What is needed: In the listing below, which lines contain the string "lists"? Copy them all.

Records:
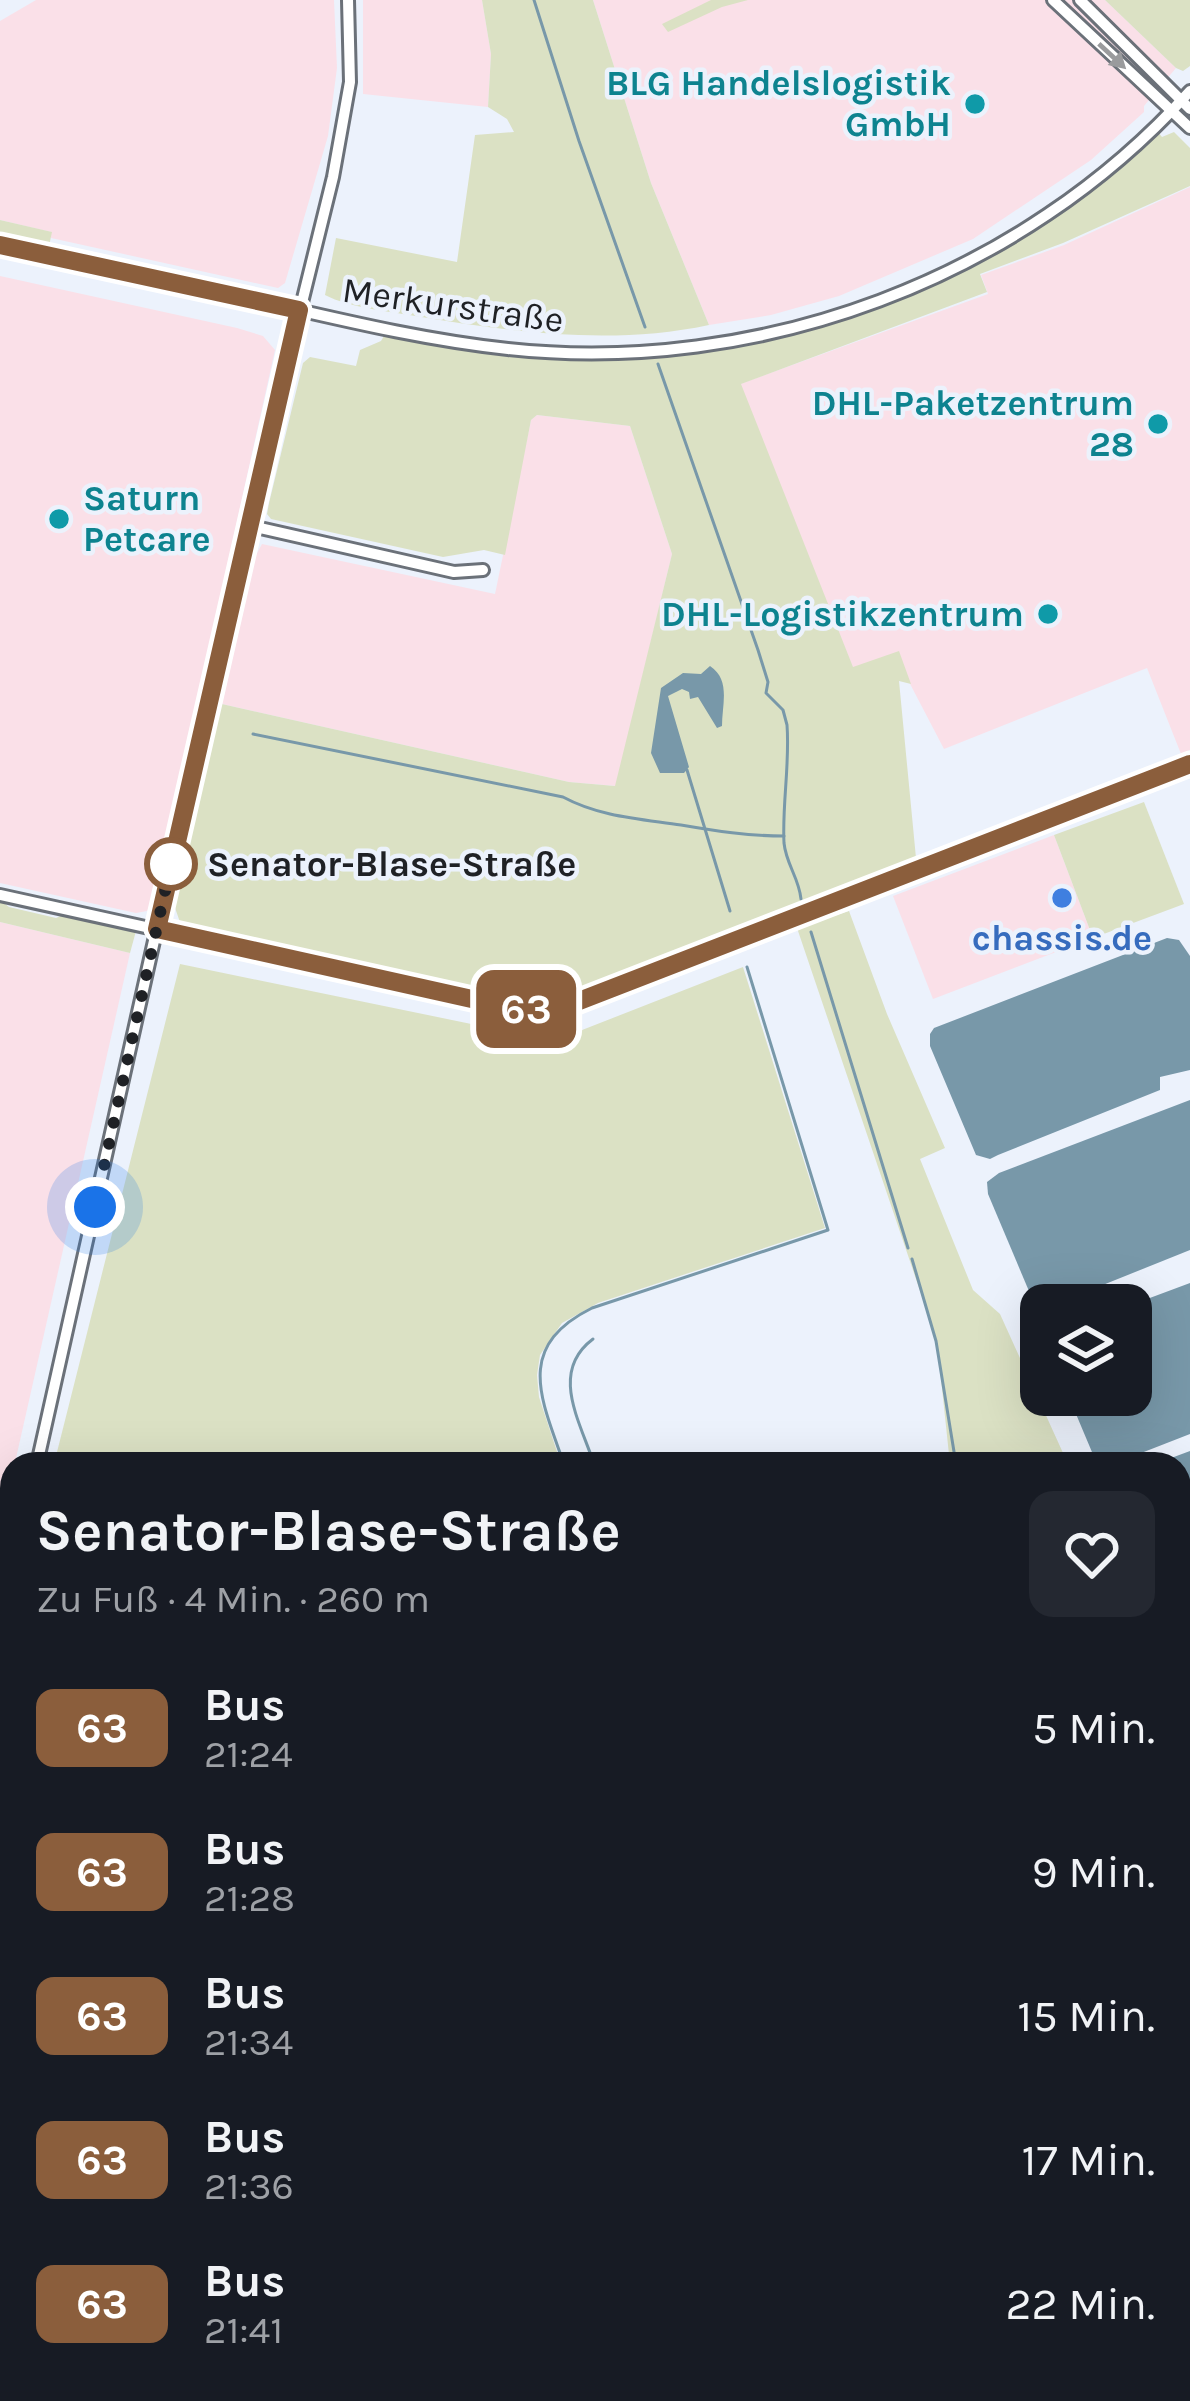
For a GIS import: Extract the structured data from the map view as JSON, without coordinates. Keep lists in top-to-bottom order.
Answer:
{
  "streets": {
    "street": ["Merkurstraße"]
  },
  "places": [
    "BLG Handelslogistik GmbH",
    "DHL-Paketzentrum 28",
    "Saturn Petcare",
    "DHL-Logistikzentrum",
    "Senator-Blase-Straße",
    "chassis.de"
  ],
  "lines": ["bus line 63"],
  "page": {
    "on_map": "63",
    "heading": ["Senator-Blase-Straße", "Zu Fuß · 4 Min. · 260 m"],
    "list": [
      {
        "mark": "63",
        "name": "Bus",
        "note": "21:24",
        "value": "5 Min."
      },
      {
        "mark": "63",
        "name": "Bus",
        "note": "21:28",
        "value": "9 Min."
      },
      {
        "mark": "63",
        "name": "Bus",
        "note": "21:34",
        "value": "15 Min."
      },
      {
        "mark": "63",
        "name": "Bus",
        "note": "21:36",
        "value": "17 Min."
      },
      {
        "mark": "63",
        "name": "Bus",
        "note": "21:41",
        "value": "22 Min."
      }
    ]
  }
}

...

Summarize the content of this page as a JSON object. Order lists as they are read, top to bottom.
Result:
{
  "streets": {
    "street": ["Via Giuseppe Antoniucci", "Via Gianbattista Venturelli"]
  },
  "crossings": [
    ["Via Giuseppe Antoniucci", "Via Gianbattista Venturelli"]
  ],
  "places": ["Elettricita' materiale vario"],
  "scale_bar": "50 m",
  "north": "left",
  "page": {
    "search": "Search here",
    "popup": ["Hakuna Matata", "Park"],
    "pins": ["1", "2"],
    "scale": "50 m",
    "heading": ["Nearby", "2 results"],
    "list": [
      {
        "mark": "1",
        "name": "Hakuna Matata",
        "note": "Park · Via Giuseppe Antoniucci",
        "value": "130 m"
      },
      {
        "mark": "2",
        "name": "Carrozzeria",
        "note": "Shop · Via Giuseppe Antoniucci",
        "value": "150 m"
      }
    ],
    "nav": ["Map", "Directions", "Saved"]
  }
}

Task answer:
For a GIS import: Extract the structured data from the map view as JSON, without coordinates. Keep lists in top-to-bottom order.
Summarize the content of this page as a JSON object. Order lists as they are read, top to bottom.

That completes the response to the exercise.